■ **Task prompt**:
Count the lines in the data below where the string "this" occurs, please, and give the number alone.

■ **Extracted entries**:
=== Begin Enclosure ===
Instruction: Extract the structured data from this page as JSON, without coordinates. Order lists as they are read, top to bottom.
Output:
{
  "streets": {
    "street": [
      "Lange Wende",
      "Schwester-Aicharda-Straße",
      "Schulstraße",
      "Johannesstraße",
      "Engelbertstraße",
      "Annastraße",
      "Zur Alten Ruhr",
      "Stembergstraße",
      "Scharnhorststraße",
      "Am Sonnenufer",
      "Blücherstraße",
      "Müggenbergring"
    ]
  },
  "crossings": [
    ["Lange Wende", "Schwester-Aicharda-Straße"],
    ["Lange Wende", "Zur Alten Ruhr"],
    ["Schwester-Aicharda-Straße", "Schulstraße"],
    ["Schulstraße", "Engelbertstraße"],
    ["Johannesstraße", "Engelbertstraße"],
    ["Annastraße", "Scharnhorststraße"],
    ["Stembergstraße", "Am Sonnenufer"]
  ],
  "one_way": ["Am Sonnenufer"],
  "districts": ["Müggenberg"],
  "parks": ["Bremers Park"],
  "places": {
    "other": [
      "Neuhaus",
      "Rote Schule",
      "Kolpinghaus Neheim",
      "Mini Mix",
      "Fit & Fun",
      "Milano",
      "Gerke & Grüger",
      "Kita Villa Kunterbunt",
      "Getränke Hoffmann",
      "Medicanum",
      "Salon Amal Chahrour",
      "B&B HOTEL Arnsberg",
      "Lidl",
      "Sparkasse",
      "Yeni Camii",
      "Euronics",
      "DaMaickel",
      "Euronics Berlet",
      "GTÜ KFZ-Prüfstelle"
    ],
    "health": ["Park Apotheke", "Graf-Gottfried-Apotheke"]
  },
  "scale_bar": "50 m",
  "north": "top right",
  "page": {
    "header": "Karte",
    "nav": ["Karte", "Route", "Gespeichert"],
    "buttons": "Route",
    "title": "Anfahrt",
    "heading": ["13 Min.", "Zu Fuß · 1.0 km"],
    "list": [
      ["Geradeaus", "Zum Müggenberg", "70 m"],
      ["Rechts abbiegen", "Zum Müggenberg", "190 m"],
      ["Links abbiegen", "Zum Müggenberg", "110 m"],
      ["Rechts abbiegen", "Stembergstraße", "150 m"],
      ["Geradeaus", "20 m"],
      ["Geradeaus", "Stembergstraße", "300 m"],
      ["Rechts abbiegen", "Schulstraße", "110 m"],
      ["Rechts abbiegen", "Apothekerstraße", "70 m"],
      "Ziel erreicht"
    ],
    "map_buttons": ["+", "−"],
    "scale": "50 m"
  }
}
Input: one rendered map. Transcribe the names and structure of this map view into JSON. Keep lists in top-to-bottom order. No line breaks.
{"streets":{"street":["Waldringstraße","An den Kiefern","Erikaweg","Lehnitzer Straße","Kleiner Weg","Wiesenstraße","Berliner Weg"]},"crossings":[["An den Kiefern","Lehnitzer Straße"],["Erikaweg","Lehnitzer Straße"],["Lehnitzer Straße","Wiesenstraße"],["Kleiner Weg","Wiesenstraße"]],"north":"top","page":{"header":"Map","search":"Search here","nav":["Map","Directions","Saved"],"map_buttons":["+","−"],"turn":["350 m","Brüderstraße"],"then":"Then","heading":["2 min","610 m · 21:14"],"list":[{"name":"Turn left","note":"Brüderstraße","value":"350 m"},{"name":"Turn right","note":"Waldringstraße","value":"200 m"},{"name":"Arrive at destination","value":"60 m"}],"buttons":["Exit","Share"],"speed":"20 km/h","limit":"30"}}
=== End Enclosure ===
■ **Written answer**:
2